More streamlined medication workflows can improve patient safety and clinical staff efficiency, as well as reducing waste. Sebastien Villars, senior director of product management at Omnicell, anticipates the arrival of the autonomous pharmacy, enabled by robotics, integration and AI.
HITN: Tell us a little about current trends in terms of medication errors and their impact on hospital patient care?
Villars: We see that errors can typically happen at three levels: prescription (the wrong drug, based on patient history), dispensing (when the pill is moved to the patient) and administration (when the patient is given the pill). Medication workflows and processes are different in every country – but we know that two thirds of errors happen at administration level.
HITN: You’ve described a serious problem – so how can telehealth help to reduce this volume of errors?
Villars: I would say that connecting retail pharmacy and community health with the hospital in a digital way is clearly the approach required. It allows the consultant to see the full medication history of the patient.
A more advanced prescription system inside the hospital can connect with external services so the prescription can be double-checked. The clinician keeps control but a second reading by an AI algorithm can alert them to possible anomalies or conflicts with the medication.

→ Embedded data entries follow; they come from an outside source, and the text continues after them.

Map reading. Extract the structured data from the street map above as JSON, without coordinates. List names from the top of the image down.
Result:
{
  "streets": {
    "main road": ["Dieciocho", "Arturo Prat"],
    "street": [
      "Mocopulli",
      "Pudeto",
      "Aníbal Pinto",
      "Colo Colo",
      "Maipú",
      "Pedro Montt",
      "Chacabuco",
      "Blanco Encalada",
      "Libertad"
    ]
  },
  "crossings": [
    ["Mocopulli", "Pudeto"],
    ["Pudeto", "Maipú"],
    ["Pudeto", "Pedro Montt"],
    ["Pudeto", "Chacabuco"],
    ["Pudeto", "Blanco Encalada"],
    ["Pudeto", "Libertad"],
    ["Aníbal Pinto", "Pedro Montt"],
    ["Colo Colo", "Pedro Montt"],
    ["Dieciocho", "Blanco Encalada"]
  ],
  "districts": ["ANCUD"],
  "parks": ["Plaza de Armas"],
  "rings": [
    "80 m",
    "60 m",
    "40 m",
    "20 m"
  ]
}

Secured automated cabinets can dispense medication for a specific patient, so you extract from the cabinet only the medication that has been electronically prescribed and checked for that patient.
And then there is administration, where the solution checks it is the right medication for the right patient and that it is being given at the right time. If there is an issue, it will create an alert to warn nursing staff reversing the process to identify a resolution in real-time and avoiding potential error. This is the closed loop approach – managing the last metre of the process.
HITN: So we will probably see automation having an impact on more streamlined medication management, with robotics for example?
Villars: Certainly. These machines manage traceability: in the central pharmacy, big, workflow-dependent robots will extract from storage the right medication for the right wards or the right patient; on the wards, interoperable carts, shelves or cabinets will help the nurse to extract specific medication for a specific patient and then only the appropriate drawer will unlock. Inside the secure automated cabinet, you have a guiding light solution so you know exactly what you need to open in order to collect the prescription for the patient.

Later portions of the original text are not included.